For a variety of reasons, I have seen it necessary to comment often on the subject of fear recently [1]. Yesterday morning I awoke to a conversation where someone was frantically calling someone else completely freaked out that the victory of the Romney/Ryan ticket would mean that this elderly man would be tossed out on the street to starve. No doubt plenty of other people share this irrational fear (and it is irrational for a variety of reasons, some of them practical and some of them reasons of character). People with other political beliefs have other, similarly irrational fears. Having had the recent and extremely painful experience of being irrationally feared and loathed to an extremely high degree, I have pondered the origins of this fear and loathing and how we might better avoid this problem, because quite frankly it is an extremely unpleasant thing to live paralyzed and ruled by fear, and I want no part of that life for myself or those I care about.
Ideally, a belief and faith in God should reduce the level of fear in one’s life. As a practical concern, I have seen, both in my own life and the lives of others, that this is not always the case. We may have a strong belief in the existence and justice of God but may strongly doubt the goodness of His providential care for us. We may feel (especially if we have had others tell us this over and over again for many years) that perhaps God has ordained serious trials for us and that any happiness or joy we are to find will be far later, in the world to come, and not here and now. Quite frankly, after what I have seen in my life, I am not in the business of presuming to know God’s will for either bad or good. I personally believe God’s will is good, but that it will be shown indirectly. We have to be sensitive to doors opening and closing, or to see the optimistic side of what happens to us. This is not always easy to do for those of us given to more gloomy or pessimistic bents.
This is just as true when our fears are about collective judgment as when they are about personal judgment.
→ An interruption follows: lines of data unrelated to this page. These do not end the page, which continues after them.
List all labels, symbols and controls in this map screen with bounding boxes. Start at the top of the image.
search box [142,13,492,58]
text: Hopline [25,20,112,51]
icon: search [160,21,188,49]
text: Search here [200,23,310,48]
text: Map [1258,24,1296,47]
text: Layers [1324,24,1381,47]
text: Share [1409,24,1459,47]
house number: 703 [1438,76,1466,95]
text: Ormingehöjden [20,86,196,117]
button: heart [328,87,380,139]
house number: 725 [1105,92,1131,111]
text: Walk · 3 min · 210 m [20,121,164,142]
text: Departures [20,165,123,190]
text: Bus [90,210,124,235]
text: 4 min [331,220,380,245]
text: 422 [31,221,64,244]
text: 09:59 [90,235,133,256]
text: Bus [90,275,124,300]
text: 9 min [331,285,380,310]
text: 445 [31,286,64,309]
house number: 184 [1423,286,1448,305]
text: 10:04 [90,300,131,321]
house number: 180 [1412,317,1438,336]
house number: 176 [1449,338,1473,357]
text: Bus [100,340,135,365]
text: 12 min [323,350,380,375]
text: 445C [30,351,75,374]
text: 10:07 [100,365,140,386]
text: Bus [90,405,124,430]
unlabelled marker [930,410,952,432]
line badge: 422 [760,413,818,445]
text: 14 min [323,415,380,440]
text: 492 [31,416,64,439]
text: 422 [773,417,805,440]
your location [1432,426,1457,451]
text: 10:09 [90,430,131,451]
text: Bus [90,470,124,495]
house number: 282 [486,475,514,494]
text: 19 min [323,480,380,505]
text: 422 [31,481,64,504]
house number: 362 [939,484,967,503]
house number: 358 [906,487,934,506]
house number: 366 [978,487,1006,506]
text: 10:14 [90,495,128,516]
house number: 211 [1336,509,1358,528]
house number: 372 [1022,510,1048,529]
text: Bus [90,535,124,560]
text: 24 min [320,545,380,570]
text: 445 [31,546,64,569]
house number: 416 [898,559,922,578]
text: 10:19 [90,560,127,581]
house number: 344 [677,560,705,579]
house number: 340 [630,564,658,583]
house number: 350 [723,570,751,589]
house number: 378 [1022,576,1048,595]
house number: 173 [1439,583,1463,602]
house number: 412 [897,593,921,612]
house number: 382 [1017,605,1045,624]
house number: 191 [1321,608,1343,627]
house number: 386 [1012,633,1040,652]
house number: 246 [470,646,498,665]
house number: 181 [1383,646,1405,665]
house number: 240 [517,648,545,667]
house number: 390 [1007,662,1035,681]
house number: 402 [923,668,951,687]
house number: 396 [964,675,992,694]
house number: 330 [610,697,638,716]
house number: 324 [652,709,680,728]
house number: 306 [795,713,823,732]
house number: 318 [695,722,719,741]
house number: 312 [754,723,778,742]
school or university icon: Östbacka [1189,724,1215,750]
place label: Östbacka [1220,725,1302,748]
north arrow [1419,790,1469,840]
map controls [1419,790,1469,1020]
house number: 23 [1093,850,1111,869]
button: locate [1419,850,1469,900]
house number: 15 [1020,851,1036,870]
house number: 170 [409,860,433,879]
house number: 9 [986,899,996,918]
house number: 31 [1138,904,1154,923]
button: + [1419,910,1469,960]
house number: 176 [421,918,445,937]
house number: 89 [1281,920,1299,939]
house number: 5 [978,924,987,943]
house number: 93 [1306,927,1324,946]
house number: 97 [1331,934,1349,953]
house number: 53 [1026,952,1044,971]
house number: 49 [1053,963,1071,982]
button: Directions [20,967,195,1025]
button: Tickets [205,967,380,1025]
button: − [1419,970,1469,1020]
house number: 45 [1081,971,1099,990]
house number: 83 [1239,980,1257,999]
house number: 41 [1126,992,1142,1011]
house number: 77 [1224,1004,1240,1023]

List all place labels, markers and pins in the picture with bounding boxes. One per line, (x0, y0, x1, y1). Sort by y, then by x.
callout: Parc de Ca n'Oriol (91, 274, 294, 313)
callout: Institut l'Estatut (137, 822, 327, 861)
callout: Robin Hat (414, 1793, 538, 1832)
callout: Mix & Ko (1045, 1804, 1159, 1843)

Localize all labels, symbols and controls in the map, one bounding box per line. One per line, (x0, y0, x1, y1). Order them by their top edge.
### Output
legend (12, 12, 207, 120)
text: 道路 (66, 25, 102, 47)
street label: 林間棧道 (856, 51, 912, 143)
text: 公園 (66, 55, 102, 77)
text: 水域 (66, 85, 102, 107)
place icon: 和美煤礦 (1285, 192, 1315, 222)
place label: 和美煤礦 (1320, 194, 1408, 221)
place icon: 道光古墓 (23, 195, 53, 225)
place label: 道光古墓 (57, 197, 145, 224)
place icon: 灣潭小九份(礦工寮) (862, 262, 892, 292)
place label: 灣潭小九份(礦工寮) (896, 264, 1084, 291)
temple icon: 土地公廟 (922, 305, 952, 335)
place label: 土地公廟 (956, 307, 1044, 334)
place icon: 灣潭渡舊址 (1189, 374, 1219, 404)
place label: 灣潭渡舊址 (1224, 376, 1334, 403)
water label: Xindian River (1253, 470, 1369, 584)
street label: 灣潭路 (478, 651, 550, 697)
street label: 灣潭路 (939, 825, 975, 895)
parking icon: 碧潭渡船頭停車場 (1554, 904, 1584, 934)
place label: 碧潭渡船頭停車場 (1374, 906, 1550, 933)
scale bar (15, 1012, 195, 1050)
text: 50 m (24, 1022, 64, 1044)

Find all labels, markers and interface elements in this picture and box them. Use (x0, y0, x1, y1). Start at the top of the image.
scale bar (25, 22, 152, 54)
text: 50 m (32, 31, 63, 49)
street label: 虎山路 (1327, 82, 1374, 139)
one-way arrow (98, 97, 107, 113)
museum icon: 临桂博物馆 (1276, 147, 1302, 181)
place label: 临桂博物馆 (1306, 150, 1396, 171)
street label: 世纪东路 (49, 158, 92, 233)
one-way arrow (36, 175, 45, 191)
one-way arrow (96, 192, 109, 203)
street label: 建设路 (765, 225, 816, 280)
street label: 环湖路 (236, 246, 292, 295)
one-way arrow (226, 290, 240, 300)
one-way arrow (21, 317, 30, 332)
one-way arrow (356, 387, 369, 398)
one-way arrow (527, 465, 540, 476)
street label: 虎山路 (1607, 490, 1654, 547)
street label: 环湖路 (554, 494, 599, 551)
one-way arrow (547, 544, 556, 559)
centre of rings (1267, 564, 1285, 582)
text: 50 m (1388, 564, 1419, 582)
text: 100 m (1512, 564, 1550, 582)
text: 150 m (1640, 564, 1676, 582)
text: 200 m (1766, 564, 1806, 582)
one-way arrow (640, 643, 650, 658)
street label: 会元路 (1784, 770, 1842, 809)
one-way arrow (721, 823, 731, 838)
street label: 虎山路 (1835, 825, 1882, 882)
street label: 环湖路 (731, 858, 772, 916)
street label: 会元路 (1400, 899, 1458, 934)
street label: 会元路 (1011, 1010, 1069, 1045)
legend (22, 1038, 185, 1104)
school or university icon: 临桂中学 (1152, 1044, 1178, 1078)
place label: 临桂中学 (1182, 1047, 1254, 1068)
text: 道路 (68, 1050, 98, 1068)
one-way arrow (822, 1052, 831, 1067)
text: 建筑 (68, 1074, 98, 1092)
Depending on our political philosophy, we may see conservative Republicans as ogres and monsters who delight in bringing suffering and privation to the poor and needy and who have no apparent compassion at all on the needs of those who are vulnerable. Now, such people exist (I call them libertarians), but such people are generally pretty rare. Most people (myself included) are not so ideological that we forget other people have real needs and concerns that need to be met, and that the needs of people trump concerns about being rigidly ideological. So long as the great mass of ordinary people cares more about people than about ideology, we have the chance to rebuild institutions like the family, and the community, so long as we realize that others share the same concern and care for others that we do.
And this is where matters often break down. When we believe the press of our own side, we tend to demonize large portions of our societies as being beyond the pale of humanity. We do this out of fear, often out of a misunderstanding of their beliefs (and the emotional ground from which those beliefs spring). Just as we adopt many of our own behaviors and beliefs out of fears of others (and a desire to protect ourselves and our interests), so too other people do the same about us. Some people fear governments and their oppressive power (I have a particular bent towards this fear given my own personal experience), while others fear the anarchy and chaos of unregulated markets, not trusting the goodness of capitalists. I trust neither, and so I suppose I am one of the few who is content with the muddled state we now find ourselves in. At least I would be content with it if it did not seem to threaten ever growing extremes to destroy the middle ground I would prefer to occupy by nature and temperament.
When we assume that other people are inhuman monsters, we act accordingly. We do not treat their needs and concerns as legitimate, seeing them as mere pretense. We do not try to communicate honestly and openly with them, seeing them as an enemy to be crushed and not as a human being created in the image of God to be loved and respected. The people we fear are often decent and ordinary folks like ourselves just trying to get by, not monsters involved in mass conspiracies (either of the Daily Kos or the Koch Brothers variety) to oppress and exploit the world. But we cannot appreciate the basic decency of others, and the ground from which their own fears spread if we are so busy acting according to our own fears that we cannot understand how others would think or feel differently from us. We must master our own fear before we can thoughtfully understand and deal with the fear of others. We have to see how fear can rule our own lives and behaviors before we can help others wrestle with their own demons.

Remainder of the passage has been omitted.